= Trans-splicing =

Maturation process joining exons from different pre-mRNAs into a mature mRNA

Trans-splicing is a special form of RNA processing where exons from two different primary RNA transcripts are joined end to end and ligated. It is usually found in eukaryotes and mediated by the spliceosome, although some bacteria and archaea also have "half-genes" for tRNAs.

== Genic trans-splicing ==
Whereas "normal" (cis-)splicing processes a single molecule, trans-splicing generates a single RNA transcript from multiple separate pre-mRNAs. This phenomenon can be exploited for molecular therapy to address mutated gene products. Genic trans-splicing allows variability in RNA diversity and increases proteome complexity.

=== Oncogenesis ===
While some fusion transcripts occur via trans-splicing in normal human cells, trans-splicing can also be the mechanism behind certain oncogenic fusion transcripts.

== SL trans-splicing ==
Spliced leader (SL) trans-splicing is used by certain microorganisms, notably protists of the Kinetoplastea class to express genes. In these organisms, a capped splice leader RNA is transcribed, and simultaneously, genes are transcribed in long polycistrons. The capped splice leader is trans-spliced onto each gene to generate monocistronic capped and polyadenylated transcripts. These early-diverging eukaryotes use few introns, and the spliceosome they possess show some unusual variations in their structure assembly. They also possess multiple eIF4E isoforms with specialized roles in capping. The spliced leader sequence is highly conserved in lower species that undergo trans-splicing. Such as trypanosomes. While the spliced leader's role is not known in the cell, it's thought to be involved in translation initiation. In C.elegans, the splicing of the sequence leader occurs close to the initiation codon. Some scientists also suggest the sequence is required for cell viability. In Ascaris, the spliced leader sequence is needed to the RNA gene can be transcribed. The Spliced leader sequence may be responsible for initiation, mRNA localization, and translation initiation or inhibition.

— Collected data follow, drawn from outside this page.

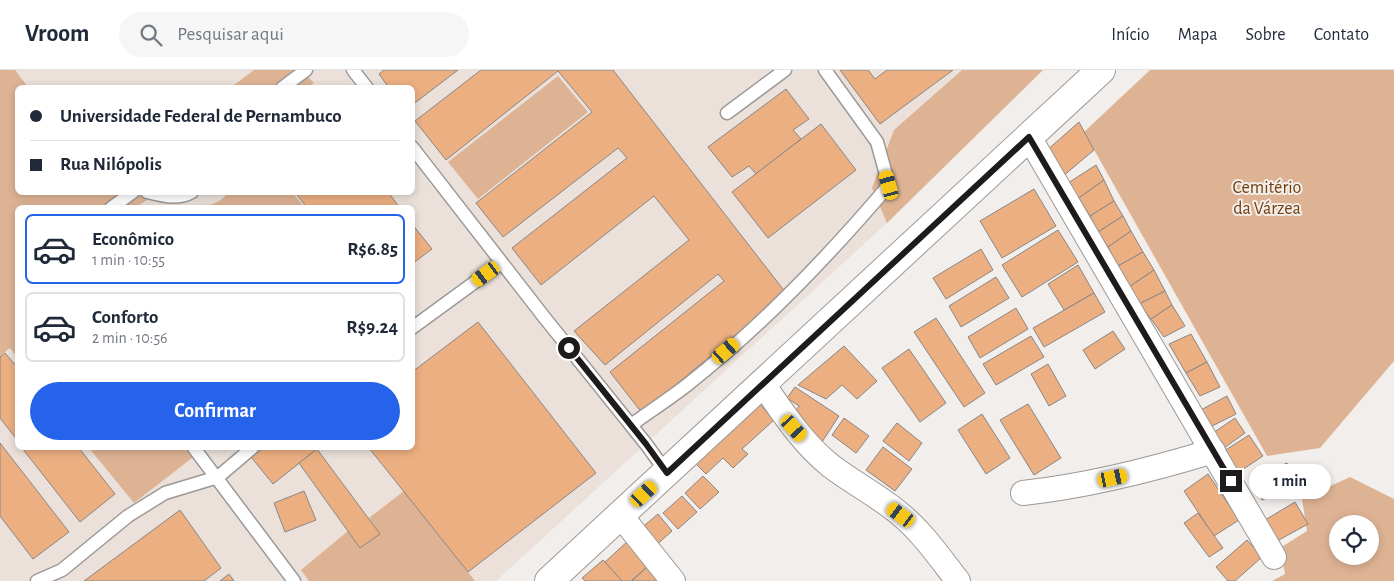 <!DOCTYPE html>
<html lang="pt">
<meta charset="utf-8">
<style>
:root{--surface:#fff;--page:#f6f6f7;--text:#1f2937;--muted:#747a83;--line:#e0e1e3;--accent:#2563eb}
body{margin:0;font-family:"Alegreya Sans",sans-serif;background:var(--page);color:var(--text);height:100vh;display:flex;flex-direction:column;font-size:19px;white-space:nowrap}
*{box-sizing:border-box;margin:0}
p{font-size:16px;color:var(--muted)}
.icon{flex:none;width:28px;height:28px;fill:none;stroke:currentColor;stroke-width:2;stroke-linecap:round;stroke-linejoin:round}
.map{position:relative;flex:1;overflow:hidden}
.drawer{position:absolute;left:15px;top:135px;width:400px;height:245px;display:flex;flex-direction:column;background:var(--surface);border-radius:8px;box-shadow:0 2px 8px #0003}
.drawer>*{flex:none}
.banner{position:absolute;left:15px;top:15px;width:400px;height:110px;border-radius:8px;box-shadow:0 2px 8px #0003;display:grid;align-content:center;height:110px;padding:0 15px;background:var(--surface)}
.fabs{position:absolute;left:1329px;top:445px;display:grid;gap:10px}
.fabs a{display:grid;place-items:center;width:50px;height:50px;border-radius:50%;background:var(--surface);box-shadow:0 2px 8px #0003;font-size:25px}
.end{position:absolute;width:22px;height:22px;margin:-11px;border:6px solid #1d1b1b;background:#fff;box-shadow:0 0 0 2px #fff}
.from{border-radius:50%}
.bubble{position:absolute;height:35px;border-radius:18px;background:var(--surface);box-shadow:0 2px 8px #0003;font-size:16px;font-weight:600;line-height:35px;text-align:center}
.car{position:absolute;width:15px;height:30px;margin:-15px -8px;border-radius:6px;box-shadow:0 0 4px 1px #0007;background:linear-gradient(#f5c518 24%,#345 0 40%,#f5c518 0 76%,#345 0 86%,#f5c518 0)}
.banner b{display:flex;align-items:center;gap:18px;height:48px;font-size:19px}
.banner b+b{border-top:1px solid var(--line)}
.banner i{width:12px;height:12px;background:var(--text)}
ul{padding:9px 0 0;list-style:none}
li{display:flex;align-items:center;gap:15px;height:70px;margin:0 10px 8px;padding:0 5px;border:2px solid var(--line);border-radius:8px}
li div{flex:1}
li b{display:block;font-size:19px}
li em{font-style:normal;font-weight:600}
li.on{border-color:var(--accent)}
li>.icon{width:45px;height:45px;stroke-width:1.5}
.action{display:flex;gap:10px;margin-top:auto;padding:10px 15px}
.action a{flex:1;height:58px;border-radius:30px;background:var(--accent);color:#fff;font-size:20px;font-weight:600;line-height:58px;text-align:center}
header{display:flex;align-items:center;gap:30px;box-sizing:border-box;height:70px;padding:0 25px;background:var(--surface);border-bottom:1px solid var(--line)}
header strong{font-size:24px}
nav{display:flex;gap:28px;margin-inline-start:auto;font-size:18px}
.search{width:350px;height:45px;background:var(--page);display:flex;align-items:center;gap:12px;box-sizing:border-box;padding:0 18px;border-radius:28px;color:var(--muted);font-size:19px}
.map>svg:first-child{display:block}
.built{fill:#ebe1da;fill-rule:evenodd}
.green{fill:#deb394;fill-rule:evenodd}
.building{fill:#ecaf82;stroke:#898684}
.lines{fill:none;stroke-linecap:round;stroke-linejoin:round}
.lane-casing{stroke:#9c9997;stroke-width:15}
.street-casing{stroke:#9c9997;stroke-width:26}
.secondary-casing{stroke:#9c9997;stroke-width:30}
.lane{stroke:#fff;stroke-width:12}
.street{stroke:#fff;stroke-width:24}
.secondary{stroke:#fff;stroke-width:28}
.route{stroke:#1d1b1b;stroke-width:6}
.labels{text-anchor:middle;stroke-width:4;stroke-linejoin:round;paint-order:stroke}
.park-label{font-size:18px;fill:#753d07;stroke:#f1eeec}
</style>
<header>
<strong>Vroom</strong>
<div class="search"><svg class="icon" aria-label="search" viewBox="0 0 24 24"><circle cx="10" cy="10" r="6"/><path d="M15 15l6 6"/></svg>Pesquisar aqui</div>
<nav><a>Início</a><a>Mapa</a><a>Sobre</a><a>Contato</a></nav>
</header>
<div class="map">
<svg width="1394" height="511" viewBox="0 0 1394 511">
<rect width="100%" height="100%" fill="#f1eeec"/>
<!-- built -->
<path class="built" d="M0,0H1043L887,153L496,511H0ZM18,18H412V122H18ZM18,138H412V378H18Z"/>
<!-- green -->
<g class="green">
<polygon points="0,0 15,0 28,17 18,18 18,122 158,123 136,137 18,138 17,287 10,278 0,286"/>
<polygon points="254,0 302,0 314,13 307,17 230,18"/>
<polygon points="962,0 1043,0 887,153 872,118 894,60"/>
<polygon points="1150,0 1394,0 1394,291 1320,378 1267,386 1084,62"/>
<polygon points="558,6 588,42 478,129 448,92"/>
<path d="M228,122L293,123L304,137H204C213,134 223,131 228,122Z"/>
<polygon points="89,378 205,378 134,433"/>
<path d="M1350,407L1394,429V511H1272L1285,504L1280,478L1307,461L1302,429ZM1338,454H1370V486H1338Z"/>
<polygon points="404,421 475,511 309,511 301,500 348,461 360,478 379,464 369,448"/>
</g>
<!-- building -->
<g class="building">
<polygon points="384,0 458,0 412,35 412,18 389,18 379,4"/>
<polygon points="481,0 613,0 786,223 642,343 610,302 724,211 718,204 605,295 574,261 689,170 654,126 541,215 512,178 627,88 618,78 503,167 476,133 592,42 558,1 446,90 415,51"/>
<polygon points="840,0 868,0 875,9 887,0 953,0 880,54"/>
<polygon points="786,19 809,49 793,60 801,69 756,104 749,96 732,107 708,77"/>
<polygon points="1079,52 1094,80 1062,107 1045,82"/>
<polygon points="821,54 856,100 768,168 732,122"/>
<polygon points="1096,95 1104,110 1079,128 1068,113"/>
<polygon points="1104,110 1114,131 1090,146 1079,128"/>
<polygon points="1034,119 1056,156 1002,188 980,151"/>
<polygon points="295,122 388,122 400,138 307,138"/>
<polygon points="1114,131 1123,146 1098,162 1090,146"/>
<polygon points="1123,146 1131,161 1108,177 1098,162"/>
<polygon points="412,154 432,179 412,194"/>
<polygon points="1058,160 1078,192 1022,227 1002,195"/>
<polygon points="1131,161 1143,182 1118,196 1108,177"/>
<polygon points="981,179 993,200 946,229 933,208"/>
<polygon points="1143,182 1154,200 1129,217 1118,196"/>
<polygon points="1078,195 1094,223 1064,240 1048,214"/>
<polygon points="1154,200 1165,221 1139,234 1129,217"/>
<polygon points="996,207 1009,228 961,257 949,236"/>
<polygon points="1165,221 1172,235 1151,249 1139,234"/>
<polygon points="1094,223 1105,242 1044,277 1033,258"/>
<polygon points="1172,235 1185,256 1164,267 1151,249"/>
<polygon points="1016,238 1028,259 980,288 968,267"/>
<polygon points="936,248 985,323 964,337 914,262"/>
<polygon points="478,252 596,403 468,502 369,378 412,378 412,302"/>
<polygon points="1113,261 1125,279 1095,299 1083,280"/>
<polygon points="1191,264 1207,292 1186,303 1169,274"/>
<polygon points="1031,266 1044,287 996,315 983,294"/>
<polygon points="844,276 877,311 857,329 842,315 826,329 798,315"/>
<polygon points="909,279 946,333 920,352 882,298"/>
<polygon points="5,283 18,298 18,371 0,348 0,287"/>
<polygon points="1207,292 1220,317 1200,326 1186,303"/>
<polygon points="1048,294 1066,326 1049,336 1031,304"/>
<polygon points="795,317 839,346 822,372 799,357 793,345 799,336 787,328"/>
<polygon points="1227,326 1236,344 1206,359 1197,342"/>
<polygon points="757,331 774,350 742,379 748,384 733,398 723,388 706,404 692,390"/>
<polygon points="1028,334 1061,388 1034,405 1000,350"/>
<polygon points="982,344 1010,388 986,404 958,360"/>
<polygon points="844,348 869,366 856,383 832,365"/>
<polygon points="1235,348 1245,363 1224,378 1213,363"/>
<polygon points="897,353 922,373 909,391 883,371"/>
<polygon points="1249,365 1263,386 1236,404 1221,383"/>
<polygon points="0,373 69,462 33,489 0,446"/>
<polygon points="883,377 912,399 895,421 866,400"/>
<polygon points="22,378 79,378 115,424 80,452"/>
<polygon points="264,378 316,378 317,379 273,414 251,387"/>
<polygon points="317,379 380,464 360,478 299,393"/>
<polygon points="1287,393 1296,414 1262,430 1253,409"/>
<polygon points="1208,404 1239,450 1214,466 1184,421"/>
<polygon points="703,406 719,422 700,439 685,423"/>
<polygon points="304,421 316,450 285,462 274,433"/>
<polygon points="682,426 697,442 678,459 663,443"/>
<polygon points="1295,432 1308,454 1277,471 1265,450"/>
<polygon points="180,440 221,498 204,511 84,511"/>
<polygon points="1198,443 1223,478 1209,487 1184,453"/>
<polygon points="658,444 672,461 653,478 639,460"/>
<polygon points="629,470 648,496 631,511 621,511 605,492"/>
<polygon points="1247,470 1262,487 1235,511 1228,511 1216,497"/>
<polygon points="603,490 605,492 622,511 585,511 582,508"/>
<polygon points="648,496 662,511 632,511"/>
<polygon points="229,504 234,511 220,511"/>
</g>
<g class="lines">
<!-- lane casing -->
<g class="lane-casing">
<g id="lane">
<polyline points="353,0 367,18"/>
<polyline points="282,18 306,0"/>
<polyline points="727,43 785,0"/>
<polyline points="412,77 544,247 646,374 667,403"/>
<path d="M147,122C163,126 178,130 192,122"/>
<polyline points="111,138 133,122"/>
<polyline points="412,258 501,193"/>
<path d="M631,355C649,342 669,329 687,315C761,257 828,187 889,115L877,72L825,0"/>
<polyline points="194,378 294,511"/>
<polyline points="37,511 62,500 128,446 165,423 218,407 252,378"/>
</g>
</g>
<!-- street casing -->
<g class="street-casing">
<g id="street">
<polyline points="1029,67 1274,487"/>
<path d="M763,314C783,343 803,374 831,396C853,413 879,426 900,444C923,463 940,488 958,511"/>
<path d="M1023,423C1088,416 1151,400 1213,381"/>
<polyline points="621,446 673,511"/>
</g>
</g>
<!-- secondary casing -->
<g class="secondary-casing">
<polyline id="secondary" points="549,511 1101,0"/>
</g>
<!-- lane -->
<use href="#lane" class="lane"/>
<!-- street -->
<use href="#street" class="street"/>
<!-- secondary -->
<use href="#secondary" class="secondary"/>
</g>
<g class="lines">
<!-- route -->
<polyline class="route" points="569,278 646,374 667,403 1029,67 1231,411"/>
</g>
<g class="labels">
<!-- park labels -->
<g class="park-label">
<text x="1267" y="123">Cemitério<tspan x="1267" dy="21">da Várzea</tspan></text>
</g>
</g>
</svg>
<div class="fabs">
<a><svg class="icon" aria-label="locate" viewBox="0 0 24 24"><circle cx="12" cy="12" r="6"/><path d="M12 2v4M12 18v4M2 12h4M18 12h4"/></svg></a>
</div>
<i class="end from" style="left:569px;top:278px"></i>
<i class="end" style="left:1231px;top:411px"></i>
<div class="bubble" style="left:1249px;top:394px;width:82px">1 min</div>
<i class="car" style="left:889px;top:115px;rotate:345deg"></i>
<i class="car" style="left:486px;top:204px;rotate:234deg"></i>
<i class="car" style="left:726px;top:281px;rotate:49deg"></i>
<i class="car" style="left:794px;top:358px;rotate:138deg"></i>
<i class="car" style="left:1113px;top:408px;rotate:78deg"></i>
<i class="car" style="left:644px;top:424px;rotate:47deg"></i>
<i class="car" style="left:901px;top:445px;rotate:306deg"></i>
<div class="banner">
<b><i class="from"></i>Universidade Federal de Pernambuco</b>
<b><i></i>Rua Nilópolis</b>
</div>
<section class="drawer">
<ul>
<li class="on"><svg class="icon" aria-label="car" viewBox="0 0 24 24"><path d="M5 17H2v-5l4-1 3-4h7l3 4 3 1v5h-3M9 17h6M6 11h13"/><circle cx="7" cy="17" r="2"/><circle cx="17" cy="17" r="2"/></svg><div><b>Econômico</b><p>1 min · 10:55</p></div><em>R$6.85</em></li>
<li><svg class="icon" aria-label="car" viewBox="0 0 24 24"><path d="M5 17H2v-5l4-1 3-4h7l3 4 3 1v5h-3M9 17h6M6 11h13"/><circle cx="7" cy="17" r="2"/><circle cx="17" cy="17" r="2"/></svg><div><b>Conforto</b><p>2 min · 10:56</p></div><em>R$9.24</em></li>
</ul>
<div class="action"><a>Confirmar</a></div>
</section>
</div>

Some other eukaryotes, notably among dinoflagellates, sponges, nematodes, cnidarians, ctenophores, flatworms, crustaceans, chaetognaths, rotifers, and tunicates also use more or less frequently the SL trans-splicing. In the tunicate Ciona intestinalis, the extent of SL trans-splicing is better described by a quantitative view recognising frequently and infrequently trans-spliced genes rather than a binary and conventional categorisation of trans-spliced versus non-trans-spliced genes.

The SL trans-splicing functions in the resolution of polycistronic transcripts of operons into individual 5'-capped mRNAs. This processing is achieved when the outrons are trans-spliced to unpaired, downstream acceptor sites adjacent to cistron open reading frames.

== Mechanism ==
Trans-splicing is characterized by the joining of two separate exons transcribed RNAs. The signal for this splicing is the outron at the 5' end of the mRNA, in the absence of a functional 5' splice site upstream. When the 5' outron in spliced, the 5' splice site of the spliced leader RNA is branched to the outron and forms an intermediate. This step results in a free spliced leader exon. The exon is then spliced to the first exon on the pre-mRNA and the intermediate is released. Trans-splicing differs from cis-splicing in that there is no 5' splice site on the pre-mRNA. Instead the 5' splice site is provided by the SL sequence.

== Trans-splicing between sense and anti-sense strands ==
As a result of the sense strand undergoing transcription, a pre-mRNA is formed that complements the sense strand. The anti-sense strand is also transcribed resulting in a complementary pre-mRNA strand. The exons from the two transcripts are spliced together to form a chimeric mRNA.

== Alternative Trans-splicing ==
Alternative trans-splicing includes intragenic trans-splicing and intergenic trans-splicing. Intragenic trans-splicing involves duplication of exons in the pre-mRNA. Intergenic trans-splicing is characterized by the splicing together of exons formed form the pre-mRNA of two different genes, resulting in trans-genic mRNA.